— Input —
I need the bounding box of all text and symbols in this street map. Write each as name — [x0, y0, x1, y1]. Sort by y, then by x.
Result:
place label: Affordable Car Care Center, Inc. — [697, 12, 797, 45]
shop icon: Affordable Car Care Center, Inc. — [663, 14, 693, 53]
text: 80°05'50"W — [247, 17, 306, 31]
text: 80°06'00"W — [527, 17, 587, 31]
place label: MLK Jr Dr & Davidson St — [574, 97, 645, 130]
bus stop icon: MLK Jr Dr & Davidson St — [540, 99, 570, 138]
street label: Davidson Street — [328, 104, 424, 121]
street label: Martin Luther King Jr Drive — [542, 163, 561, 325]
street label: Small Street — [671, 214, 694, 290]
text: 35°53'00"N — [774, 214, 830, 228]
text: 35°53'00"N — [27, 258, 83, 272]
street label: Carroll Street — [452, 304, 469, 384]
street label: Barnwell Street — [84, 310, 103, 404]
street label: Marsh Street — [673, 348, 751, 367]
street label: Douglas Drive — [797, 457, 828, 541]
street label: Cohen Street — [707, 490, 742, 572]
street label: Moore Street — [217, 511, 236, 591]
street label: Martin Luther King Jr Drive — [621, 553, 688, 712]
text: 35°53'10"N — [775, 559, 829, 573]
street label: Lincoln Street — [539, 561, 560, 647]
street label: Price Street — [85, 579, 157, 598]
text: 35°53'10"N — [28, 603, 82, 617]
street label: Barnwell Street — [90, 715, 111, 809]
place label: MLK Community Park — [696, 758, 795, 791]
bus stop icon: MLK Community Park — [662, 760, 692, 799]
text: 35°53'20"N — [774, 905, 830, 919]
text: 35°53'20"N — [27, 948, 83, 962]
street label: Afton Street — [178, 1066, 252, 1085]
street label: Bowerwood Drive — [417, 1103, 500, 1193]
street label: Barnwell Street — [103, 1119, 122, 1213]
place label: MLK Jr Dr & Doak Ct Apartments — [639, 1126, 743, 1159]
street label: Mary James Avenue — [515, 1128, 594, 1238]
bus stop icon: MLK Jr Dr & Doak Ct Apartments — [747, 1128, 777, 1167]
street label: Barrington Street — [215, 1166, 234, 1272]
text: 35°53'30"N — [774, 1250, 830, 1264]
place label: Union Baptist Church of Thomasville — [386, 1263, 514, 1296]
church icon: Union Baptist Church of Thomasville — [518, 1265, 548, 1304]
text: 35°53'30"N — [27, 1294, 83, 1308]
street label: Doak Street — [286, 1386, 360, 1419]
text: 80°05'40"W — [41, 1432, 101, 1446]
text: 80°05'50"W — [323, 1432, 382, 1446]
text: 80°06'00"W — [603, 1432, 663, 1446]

— Problem requirements —
Without altering a single word, write out the whole listing.

— Finished exercise —
I need the bounding box of all text and symbols in this street map. Write each as name — [x0, y0, x1, y1]. Sort by y, then by x.
Result:
place label: Affordable Car Care Center, Inc. — [697, 12, 797, 45]
shop icon: Affordable Car Care Center, Inc. — [663, 14, 693, 53]
text: 80°05'50"W — [247, 17, 306, 31]
text: 80°06'00"W — [527, 17, 587, 31]
place label: MLK Jr Dr & Davidson St — [574, 97, 645, 130]
bus stop icon: MLK Jr Dr & Davidson St — [540, 99, 570, 138]
street label: Davidson Street — [328, 104, 424, 121]
street label: Martin Luther King Jr Drive — [542, 163, 561, 325]
street label: Small Street — [671, 214, 694, 290]
text: 35°53'00"N — [774, 214, 830, 228]
text: 35°53'00"N — [27, 258, 83, 272]
street label: Carroll Street — [452, 304, 469, 384]
street label: Barnwell Street — [84, 310, 103, 404]
street label: Marsh Street — [673, 348, 751, 367]
street label: Douglas Drive — [797, 457, 828, 541]
street label: Cohen Street — [707, 490, 742, 572]
street label: Moore Street — [217, 511, 236, 591]
street label: Martin Luther King Jr Drive — [621, 553, 688, 712]
text: 35°53'10"N — [775, 559, 829, 573]
street label: Lincoln Street — [539, 561, 560, 647]
street label: Price Street — [85, 579, 157, 598]
text: 35°53'10"N — [28, 603, 82, 617]
street label: Barnwell Street — [90, 715, 111, 809]
place label: MLK Community Park — [696, 758, 795, 791]
bus stop icon: MLK Community Park — [662, 760, 692, 799]
text: 35°53'20"N — [774, 905, 830, 919]
text: 35°53'20"N — [27, 948, 83, 962]
street label: Afton Street — [178, 1066, 252, 1085]
street label: Bowerwood Drive — [417, 1103, 500, 1193]
street label: Barnwell Street — [103, 1119, 122, 1213]
place label: MLK Jr Dr & Doak Ct Apartments — [639, 1126, 743, 1159]
street label: Mary James Avenue — [515, 1128, 594, 1238]
bus stop icon: MLK Jr Dr & Doak Ct Apartments — [747, 1128, 777, 1167]
street label: Barrington Street — [215, 1166, 234, 1272]
text: 35°53'30"N — [774, 1250, 830, 1264]
place label: Union Baptist Church of Thomasville — [386, 1263, 514, 1296]
church icon: Union Baptist Church of Thomasville — [518, 1265, 548, 1304]
text: 35°53'30"N — [27, 1294, 83, 1308]
street label: Doak Street — [286, 1386, 360, 1419]
text: 80°05'40"W — [41, 1432, 101, 1446]
text: 80°05'50"W — [323, 1432, 382, 1446]
text: 80°06'00"W — [603, 1432, 663, 1446]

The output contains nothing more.